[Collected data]
----------
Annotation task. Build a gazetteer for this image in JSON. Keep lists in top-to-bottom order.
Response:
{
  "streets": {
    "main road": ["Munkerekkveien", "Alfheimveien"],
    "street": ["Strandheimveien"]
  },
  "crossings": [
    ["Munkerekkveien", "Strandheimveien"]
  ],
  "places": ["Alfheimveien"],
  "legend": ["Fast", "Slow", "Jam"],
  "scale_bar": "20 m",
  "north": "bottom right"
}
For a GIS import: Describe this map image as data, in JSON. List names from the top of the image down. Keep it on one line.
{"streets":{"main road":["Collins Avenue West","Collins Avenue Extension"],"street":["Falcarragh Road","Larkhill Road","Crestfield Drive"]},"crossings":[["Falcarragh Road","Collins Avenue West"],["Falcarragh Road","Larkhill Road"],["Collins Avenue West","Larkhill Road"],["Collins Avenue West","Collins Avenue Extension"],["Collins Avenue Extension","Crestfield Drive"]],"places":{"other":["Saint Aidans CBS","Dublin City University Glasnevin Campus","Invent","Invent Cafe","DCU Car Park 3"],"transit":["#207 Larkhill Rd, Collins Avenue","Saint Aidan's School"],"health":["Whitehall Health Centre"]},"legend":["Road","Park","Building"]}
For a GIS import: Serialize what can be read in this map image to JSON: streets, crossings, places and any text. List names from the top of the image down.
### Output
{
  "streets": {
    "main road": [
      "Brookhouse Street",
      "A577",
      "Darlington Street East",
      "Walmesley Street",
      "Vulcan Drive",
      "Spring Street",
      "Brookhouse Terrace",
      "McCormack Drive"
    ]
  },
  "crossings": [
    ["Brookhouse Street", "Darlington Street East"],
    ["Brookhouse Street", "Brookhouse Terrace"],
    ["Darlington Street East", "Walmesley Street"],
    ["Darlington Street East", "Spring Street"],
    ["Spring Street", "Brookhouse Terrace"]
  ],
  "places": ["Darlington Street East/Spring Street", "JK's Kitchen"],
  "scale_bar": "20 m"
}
----------
- Exercise directions -
Reproduce every record above exactly.

- Solution to the problem -
Annotation task. Build a gazetteer for this image in JSON. Keep lists in top-to-bottom order.
Response:
{
  "streets": {
    "main road": ["Munkerekkveien", "Alfheimveien"],
    "street": ["Strandheimveien"]
  },
  "crossings": [
    ["Munkerekkveien", "Strandheimveien"]
  ],
  "places": ["Alfheimveien"],
  "legend": ["Fast", "Slow", "Jam"],
  "scale_bar": "20 m",
  "north": "bottom right"
}
For a GIS import: Describe this map image as data, in JSON. List names from the top of the image down. Keep it on one line.
{"streets":{"main road":["Collins Avenue West","Collins Avenue Extension"],"street":["Falcarragh Road","Larkhill Road","Crestfield Drive"]},"crossings":[["Falcarragh Road","Collins Avenue West"],["Falcarragh Road","Larkhill Road"],["Collins Avenue West","Larkhill Road"],["Collins Avenue West","Collins Avenue Extension"],["Collins Avenue Extension","Crestfield Drive"]],"places":{"other":["Saint Aidans CBS","Dublin City University Glasnevin Campus","Invent","Invent Cafe","DCU Car Park 3"],"transit":["#207 Larkhill Rd, Collins Avenue","Saint Aidan's School"],"health":["Whitehall Health Centre"]},"legend":["Road","Park","Building"]}
For a GIS import: Serialize what can be read in this map image to JSON: streets, crossings, places and any text. List names from the top of the image down.
### Output
{
  "streets": {
    "main road": [
      "Brookhouse Street",
      "A577",
      "Darlington Street East",
      "Walmesley Street",
      "Vulcan Drive",
      "Spring Street",
      "Brookhouse Terrace",
      "McCormack Drive"
    ]
  },
  "crossings": [
    ["Brookhouse Street", "Darlington Street East"],
    ["Brookhouse Street", "Brookhouse Terrace"],
    ["Darlington Street East", "Walmesley Street"],
    ["Darlington Street East", "Spring Street"],
    ["Spring Street", "Brookhouse Terrace"]
  ],
  "places": ["Darlington Street East/Spring Street", "JK's Kitchen"],
  "scale_bar": "20 m"
}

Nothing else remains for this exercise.